Page 80 of A Debt So Ruthless


Font Size:  

“Not gonna happen.”

Her voice hardens. “I told you I would pay my debt and get out of here no matter what it takes.”

We’re getting close to downtown now, the buildings crowding together.

“The interest is mounting faster than you’re paying it off,” I counter. I mean, that’s by design. That was the whole fucking point of the deal I made with O’Malley.

“We’ll see about that,” she whispers. Her voice remains quiet when she suddenly asks, “But what happens if you don’t want to deal with me anymore? If I do something to make you angry, or you just want to be done with me?”

“Also not gonna happen.” I want to wring her father’s neck even more than usual at this moment. He’s made her feel like something dispensable, something to abandon.

“You never know. You could get bored with me.”

My jaw tightens as I manoeuvre through Toronto’s downtown.

“I have watched you and waited for you since you were eighteen years old. You have turned me into a bleeding goddamn heart, or at least a bleeding wallet.

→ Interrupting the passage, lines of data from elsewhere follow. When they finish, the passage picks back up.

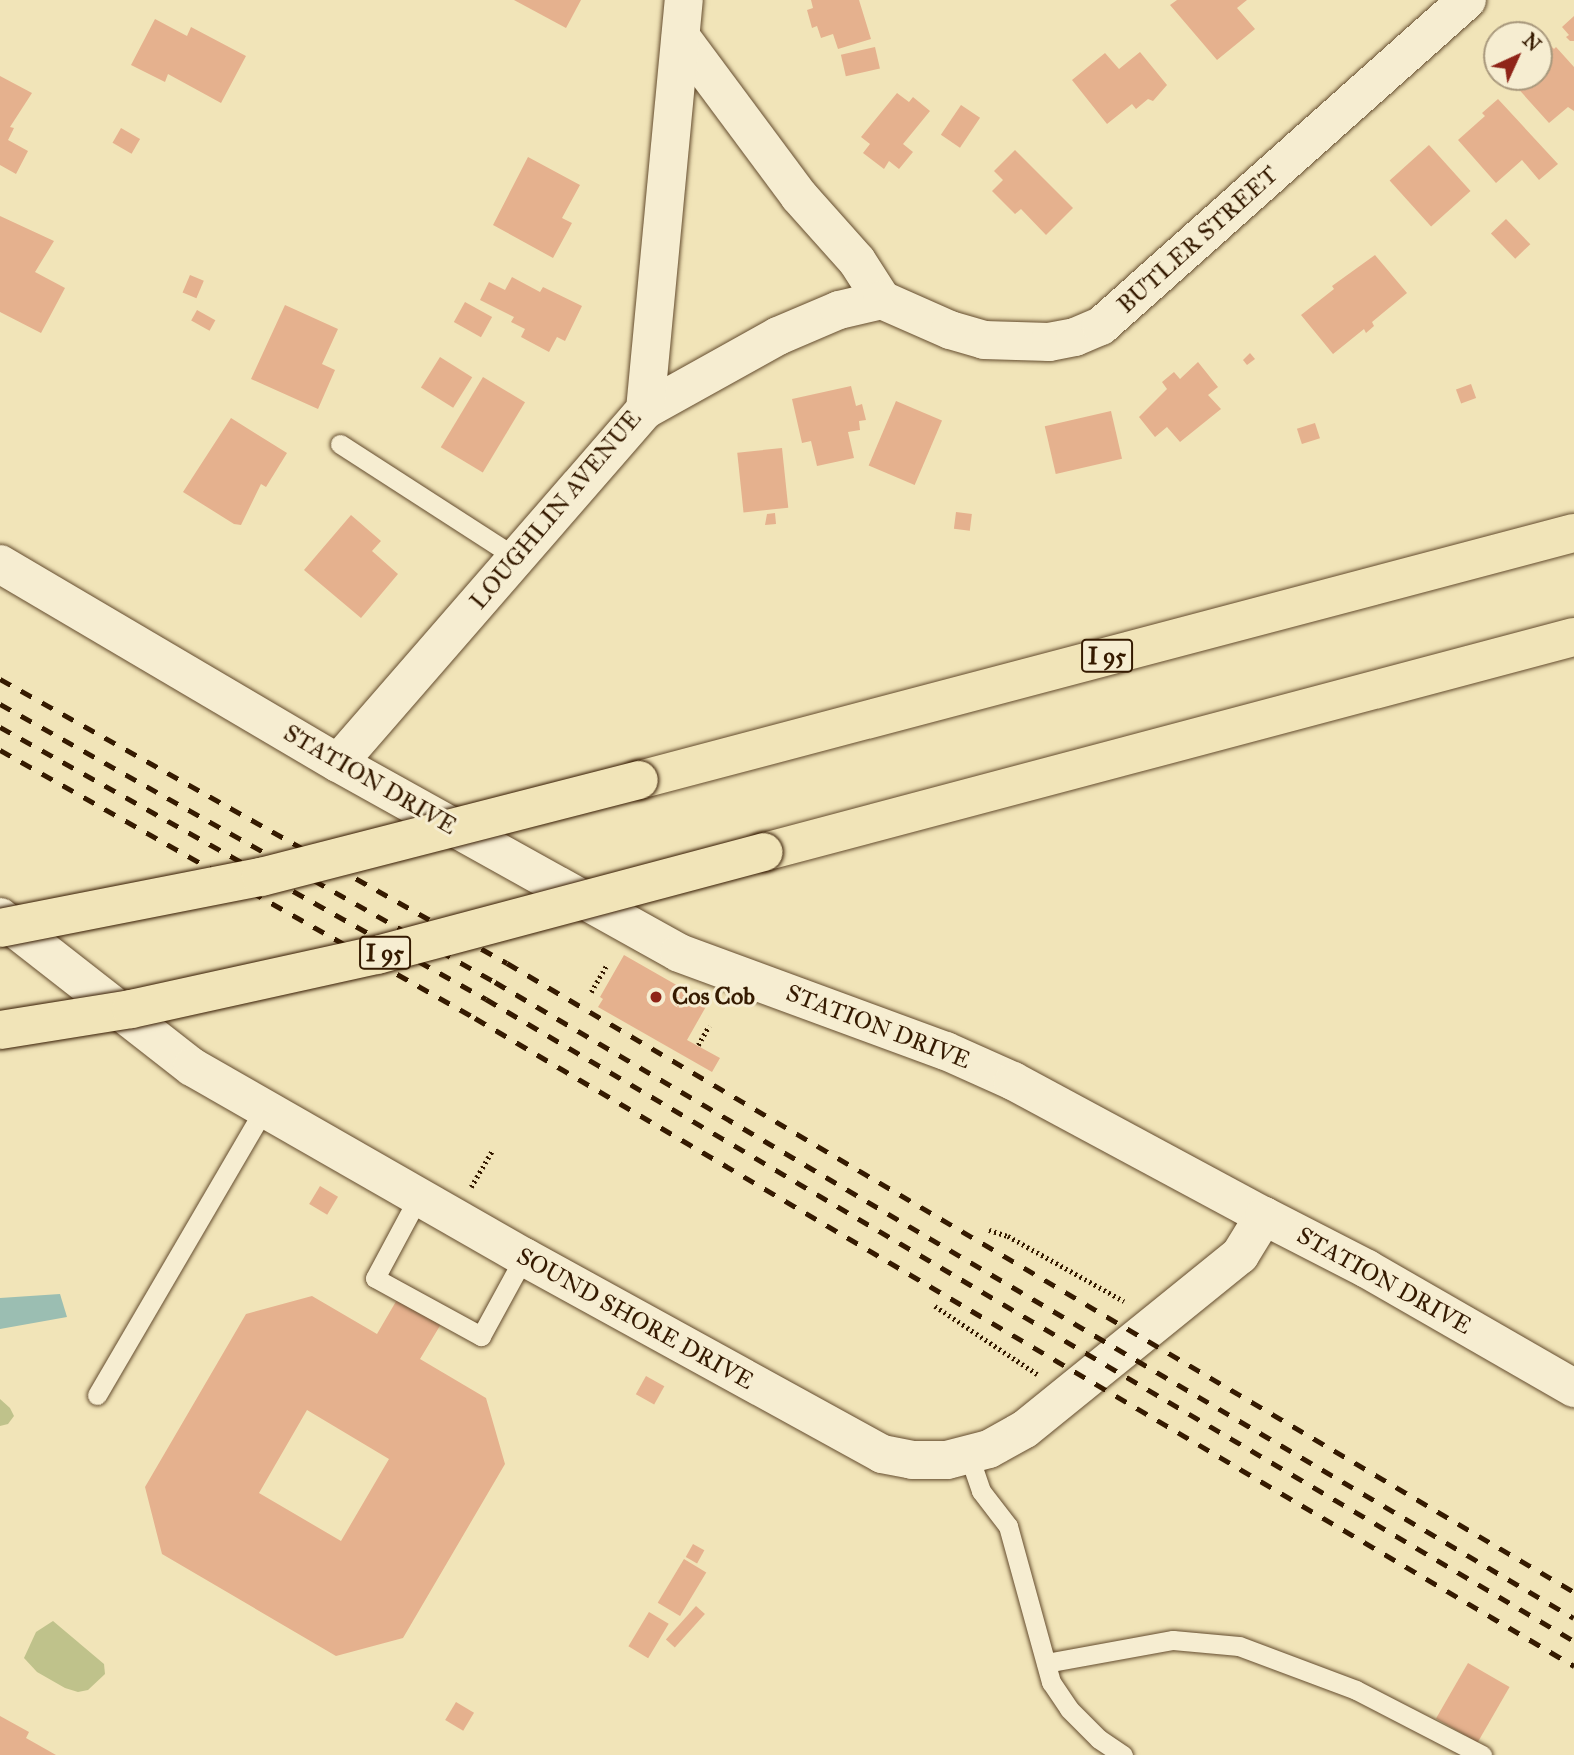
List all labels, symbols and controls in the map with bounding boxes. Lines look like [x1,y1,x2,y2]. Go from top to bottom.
north arrow [1483,21,1553,91]
text: N [1518,28,1546,56]
street label: BUTLER STREET [1112,160,1284,320]
street label: LOUGHLIN AVENUE [464,405,648,615]
road number: I 95 [1081,636,1133,676]
street label: STATION DRIVE [278,719,462,841]
road number: I 95 [359,934,411,972]
street label: STATION DRIVE [782,979,974,1075]
place label: Cos Cob [672,983,755,1011]
marker: Cos Cob [646,987,666,1007]
street label: STATION DRIVE [1292,1221,1476,1341]
street label: SOUND SHORE DRIVE [511,1242,759,1396]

I just paid six figures to find out what is going on in that head of yours because I can’t stand not knowing a single thing about you. Getting bored is not even in the realm of possibility.”

We’re outside the building for her first class of the term, a lecture for her Musical Developments from the Middle Ages to the Renaissance course. There’s nowhere to pull over, so I stop the car in the middle of traffic. Honking bleats from behind me, but I ignore it, focused solely on Deirdre.

“I just need to know where I stand,” she says, unbuckling her seatbelt.

I take off my sunglasses and put them down, then grab the bag I arranged for her.

“You will stand where I tell you to,” I reply. I get out of the car and walk around it. After opening the passenger door, I grab her hand and pull her to her feet. I hold her hand a second longer than is necessary while traffic piles up behind us, our covered palms sealed together. “You stand right beside me.”

Chapter 32

Deirdre

Elio’s gaze is so absorbing, dark and expansive, that the sound of angry Toronto drivers behind us is completely wiped out. The sun is bright on the buildings, wet with winter, creating a sparkling, steely backdrop. One of Elio’s wayward curls has fallen forward again, and I both want to brush it back into place and tug it further forward to make him look more mussed, more human.

“All clear, Boss.”

A voice from directly beside us pulls me out of Elio’s void. Elio lets go of my hand, but quickly loops an arm around my waist, drawing me into his side as we turn to face a tall man with short hair and hazel eyes.

Elio hands the keys to him.

“Good. Go park, then keep your eye on things, Enzo.”

Enzo nods and gets into the car, putting it into drive and taking off down the street.

“Ready?” Elio asks me. I glance from him to the building behind him. Students are streaming through the doors, carrying normal, everyday things like coffees and laptops and books.

“Not really,” I say. “I don’t even have my school stuff.” I’ll just have to pay really close attention since I can’t take any notes. Yeah, pay attention with the most dangerous man in the city breathing down my neck. Sure.

Elio hoists a bag, holding it up in front of me. I hadn’t seen it before, and now that the car is gone it’s like he’s pulled a rabbit out of a hat. Like the bag came from thin, cold air.

It’s a gorgeous bag – a creamy leather backpack the same colour as the fur on the hood of my new coat. I take it from him, opening it to find a brand-new rose gold laptop, along with the books I’ll need for the two classes I’m attending today.

“I already have a school laptop,” I say with dismay, imagining more money piling on top of my debt. I picture it like a leaning tower of Piza of bills in my head. Like it’s about to topple and bury me. I close the bag. “I feel like there should be a rule where if you buy me something I already have, don’t need, and didn’t ask for, then I shouldn’t have to pay for it.”

“I highly doubt you still have a laptop,” Elio says. “It’s pretty likely that Sev’s guys took anything of value after your dad left. Or Darragh ransacked the place. Maybe both.”

My stomach lurches. I don’t know why I assumed the house and my possessions would still be waiting for me after this whole ordeal is over, but I did. Stupid. I am so stupid.

“How come you didn’t do that? How come you haven’t started repossessing all our stuff?”

Elio doesn’t speak for a moment. Instead, he takes one of my hands, then the other, lifting each arm and sliding the straps of the backpack up until it hangs on my back. He tightens the straps at the front of my shoulders.